Neil Innes – How Sweet To Be An Idiot

Innes - How Sweet To Be An Idiot

I have said this before, but now it is true more than ever: The world needs an idiot with a duck on his head and a piano

In a sad irony, the opening track of Neil Innes’ last solo album, ‘Nearly Really’ was called ‘Old Age Becomes Me’. Alas, that was not to be as he left us aged 75 on December 29th only a couple of months after that final album was released.

Before his untimely death, he was also working with Grapefruit Records on the definitive and much needed reissue of his debut album, ‘How Sweet To Be An Idiot’. This album is shock full of Innes’ carefree charm and warm humour, and, if you have a bit of patience with the first few songs, it offers up some absolutely cracking Beatlesque pop songs.

Squeezed in between higher profiled releases he was involved in from both Grimms and Monty Python, it seems the album got lost in the shuffle. 

In fact, it almost feels as if Innes himself didn’t really focus on it all that much; to me it seems that the LP almost plays out like a rehearsal session. It starts with a short and wonderful vignette, as if just to state what the album really will be about, but then all of the original A-side of the album is filled with what feels like warm-up material, a boogie, a blues number and so on. The band, however, are hot from the get go and Ollie Halsall in particular is a delight to the ear.

But then comes the original B-side, and here we have the actual album, one pop wonder after the other. Fittingly, the side begins with the title track, and what a masterful song it is; starting with the heartfelt lyric about the idiot, then changing tack and turning into something from Sgt Pepper. 

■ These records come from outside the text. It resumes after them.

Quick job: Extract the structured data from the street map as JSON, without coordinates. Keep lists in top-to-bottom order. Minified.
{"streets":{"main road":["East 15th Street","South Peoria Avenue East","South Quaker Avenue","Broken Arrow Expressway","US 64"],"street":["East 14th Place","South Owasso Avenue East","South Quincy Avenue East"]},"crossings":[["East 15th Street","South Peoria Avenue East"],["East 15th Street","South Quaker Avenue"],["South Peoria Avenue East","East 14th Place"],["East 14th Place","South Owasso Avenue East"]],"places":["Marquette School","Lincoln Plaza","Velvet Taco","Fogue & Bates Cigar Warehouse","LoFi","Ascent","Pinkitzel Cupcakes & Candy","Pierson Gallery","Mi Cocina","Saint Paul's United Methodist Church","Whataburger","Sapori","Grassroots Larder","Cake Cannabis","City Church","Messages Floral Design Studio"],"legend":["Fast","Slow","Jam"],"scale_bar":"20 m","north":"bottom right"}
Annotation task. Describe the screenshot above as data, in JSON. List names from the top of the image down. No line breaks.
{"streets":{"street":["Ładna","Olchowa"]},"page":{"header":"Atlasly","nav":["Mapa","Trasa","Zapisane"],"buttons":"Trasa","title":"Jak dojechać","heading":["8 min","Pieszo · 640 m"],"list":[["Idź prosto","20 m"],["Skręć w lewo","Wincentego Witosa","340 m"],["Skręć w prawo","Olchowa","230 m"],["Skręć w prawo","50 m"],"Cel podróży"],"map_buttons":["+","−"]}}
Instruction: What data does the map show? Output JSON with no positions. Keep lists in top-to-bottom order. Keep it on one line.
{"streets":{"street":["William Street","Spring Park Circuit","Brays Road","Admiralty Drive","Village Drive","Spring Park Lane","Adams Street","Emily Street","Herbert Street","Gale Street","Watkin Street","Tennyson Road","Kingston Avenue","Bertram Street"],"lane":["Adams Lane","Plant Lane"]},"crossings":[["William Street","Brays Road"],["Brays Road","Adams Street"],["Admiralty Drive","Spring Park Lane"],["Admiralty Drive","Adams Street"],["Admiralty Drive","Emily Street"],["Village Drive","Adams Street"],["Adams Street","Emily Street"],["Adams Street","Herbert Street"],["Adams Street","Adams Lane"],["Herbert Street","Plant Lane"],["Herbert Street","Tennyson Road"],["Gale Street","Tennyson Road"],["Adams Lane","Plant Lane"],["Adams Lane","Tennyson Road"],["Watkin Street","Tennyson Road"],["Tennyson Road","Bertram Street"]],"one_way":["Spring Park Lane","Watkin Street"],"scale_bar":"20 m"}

And frankly, every track on the B-side is brilliant. My favourite may even be the somewhat shuffling ‘This Love Of Ours’, sounding a bit like an outtake from the Wings album ‘Venus and Mars’ if that album only had been recorded two years earlier.

Unfortunately, as if Neil had somehow forgotten how short and LP is or how many sides it has, the whole thing then ends all too quickly, tellingly with ‘Singing A Song Is Easy’.

I say tellingly, because intentional disregard of quality control is almost a hallmark for Neil Innes; he was so talented and inspiration came to him seemingly so easy, that he took it all just as it came. That is also why he (allegedly) described the album sessions himself like this: “If a track didn’t happen after four or five run-throughs we dropped it and went on to another one.”

If someone had been there to exercise stricter control, things would most likely have been different. When Innes a few years later made the Rutles album, he had to mimic the Beatles’ quality standards, hence that album is great from start to finish. So great in fact, that in the end lawyers forced him to hand over the song writing credits to Lennon & McCartney, despite none of the songs actually copying a Beatles song in any technical sense. It sounds crazy but it is true.

But this reissue also has a quite worthwhile set of bonus tracks, consisting of singles from the 1973-75 period.

I for one am very glad to get to hear “Music From Rawlinson’s End”. Although it is an instrumental track, I am a bit of a sucker for anything and everything connected to Vivian Stanshall’s Rawlinson’s End project!

The disc also contains a couple of other single tracks that I didn’t have; and the greatest find among those has to be ‘What Noise Annoys A Noisy Oyster’, which shamelessly rhymes “oyster” with “moisture”. Pure genius!

You need an idiot with a duck on his head and a piano. Maybe you just don’t know it.